PROBLEM REQUIREMENTS: Tell me how many lines in the data below hold the string "arrow", and say nothing else.
━━━ PROVIDED MATERIAL ━━━
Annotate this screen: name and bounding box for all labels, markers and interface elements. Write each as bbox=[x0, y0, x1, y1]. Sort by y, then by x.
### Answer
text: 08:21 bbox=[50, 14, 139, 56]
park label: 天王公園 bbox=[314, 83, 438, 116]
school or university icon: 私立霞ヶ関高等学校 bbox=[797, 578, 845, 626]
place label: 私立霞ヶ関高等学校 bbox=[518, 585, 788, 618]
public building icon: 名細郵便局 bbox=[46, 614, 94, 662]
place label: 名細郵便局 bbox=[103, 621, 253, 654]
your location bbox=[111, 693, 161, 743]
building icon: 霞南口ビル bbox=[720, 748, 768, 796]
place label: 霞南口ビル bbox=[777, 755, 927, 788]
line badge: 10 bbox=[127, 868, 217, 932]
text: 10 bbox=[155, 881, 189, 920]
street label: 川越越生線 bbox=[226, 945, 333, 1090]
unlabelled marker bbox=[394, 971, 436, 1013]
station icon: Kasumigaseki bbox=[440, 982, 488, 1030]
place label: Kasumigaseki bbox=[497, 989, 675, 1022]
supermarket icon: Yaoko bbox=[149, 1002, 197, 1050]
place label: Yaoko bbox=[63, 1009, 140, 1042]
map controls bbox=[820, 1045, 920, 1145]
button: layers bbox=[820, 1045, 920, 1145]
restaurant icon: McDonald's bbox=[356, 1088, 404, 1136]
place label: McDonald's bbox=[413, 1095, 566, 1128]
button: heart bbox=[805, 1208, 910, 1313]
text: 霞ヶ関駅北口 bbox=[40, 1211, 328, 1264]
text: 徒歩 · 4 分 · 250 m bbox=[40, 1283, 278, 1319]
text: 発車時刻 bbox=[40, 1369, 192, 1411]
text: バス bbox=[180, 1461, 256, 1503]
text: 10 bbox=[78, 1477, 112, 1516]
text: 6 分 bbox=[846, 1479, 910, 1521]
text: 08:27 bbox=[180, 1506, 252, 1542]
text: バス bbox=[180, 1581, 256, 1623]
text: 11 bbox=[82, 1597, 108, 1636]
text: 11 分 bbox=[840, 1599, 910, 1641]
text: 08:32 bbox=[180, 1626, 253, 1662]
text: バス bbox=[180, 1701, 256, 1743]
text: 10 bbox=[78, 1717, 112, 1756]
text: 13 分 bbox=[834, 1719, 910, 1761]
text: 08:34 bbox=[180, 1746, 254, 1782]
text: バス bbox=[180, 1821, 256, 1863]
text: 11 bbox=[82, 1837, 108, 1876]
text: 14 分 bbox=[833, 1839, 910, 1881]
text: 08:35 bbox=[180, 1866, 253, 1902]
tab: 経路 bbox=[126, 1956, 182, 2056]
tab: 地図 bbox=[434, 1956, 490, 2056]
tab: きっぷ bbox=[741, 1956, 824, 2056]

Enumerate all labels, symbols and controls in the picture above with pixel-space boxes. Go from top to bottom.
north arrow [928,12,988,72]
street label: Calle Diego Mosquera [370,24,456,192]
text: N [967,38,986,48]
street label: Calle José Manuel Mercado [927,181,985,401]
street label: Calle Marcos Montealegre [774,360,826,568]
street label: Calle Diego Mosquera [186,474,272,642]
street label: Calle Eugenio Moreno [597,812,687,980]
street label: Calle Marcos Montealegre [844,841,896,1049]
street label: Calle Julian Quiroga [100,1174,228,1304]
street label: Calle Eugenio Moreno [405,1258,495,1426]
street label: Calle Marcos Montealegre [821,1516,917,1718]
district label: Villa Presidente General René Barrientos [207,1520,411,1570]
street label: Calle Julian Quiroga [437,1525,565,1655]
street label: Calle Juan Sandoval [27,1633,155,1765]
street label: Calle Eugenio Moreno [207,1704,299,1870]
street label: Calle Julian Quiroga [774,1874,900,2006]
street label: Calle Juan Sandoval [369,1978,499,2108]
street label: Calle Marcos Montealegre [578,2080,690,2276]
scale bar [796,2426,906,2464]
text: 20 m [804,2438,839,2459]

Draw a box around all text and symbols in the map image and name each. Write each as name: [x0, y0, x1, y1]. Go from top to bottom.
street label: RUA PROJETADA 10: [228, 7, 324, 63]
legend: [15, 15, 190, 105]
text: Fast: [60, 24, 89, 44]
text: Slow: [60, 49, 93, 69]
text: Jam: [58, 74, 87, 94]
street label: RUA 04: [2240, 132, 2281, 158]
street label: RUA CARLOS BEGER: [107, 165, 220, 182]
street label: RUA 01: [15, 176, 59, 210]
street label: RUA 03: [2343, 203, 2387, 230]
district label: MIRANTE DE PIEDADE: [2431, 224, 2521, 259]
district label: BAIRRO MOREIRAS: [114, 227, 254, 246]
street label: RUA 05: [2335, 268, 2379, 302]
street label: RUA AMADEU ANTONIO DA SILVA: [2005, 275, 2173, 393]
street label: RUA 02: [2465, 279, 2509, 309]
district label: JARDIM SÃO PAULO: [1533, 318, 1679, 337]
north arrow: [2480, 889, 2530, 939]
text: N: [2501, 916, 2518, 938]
━━━
OUTPUT FOR THIS EXERCISE: 2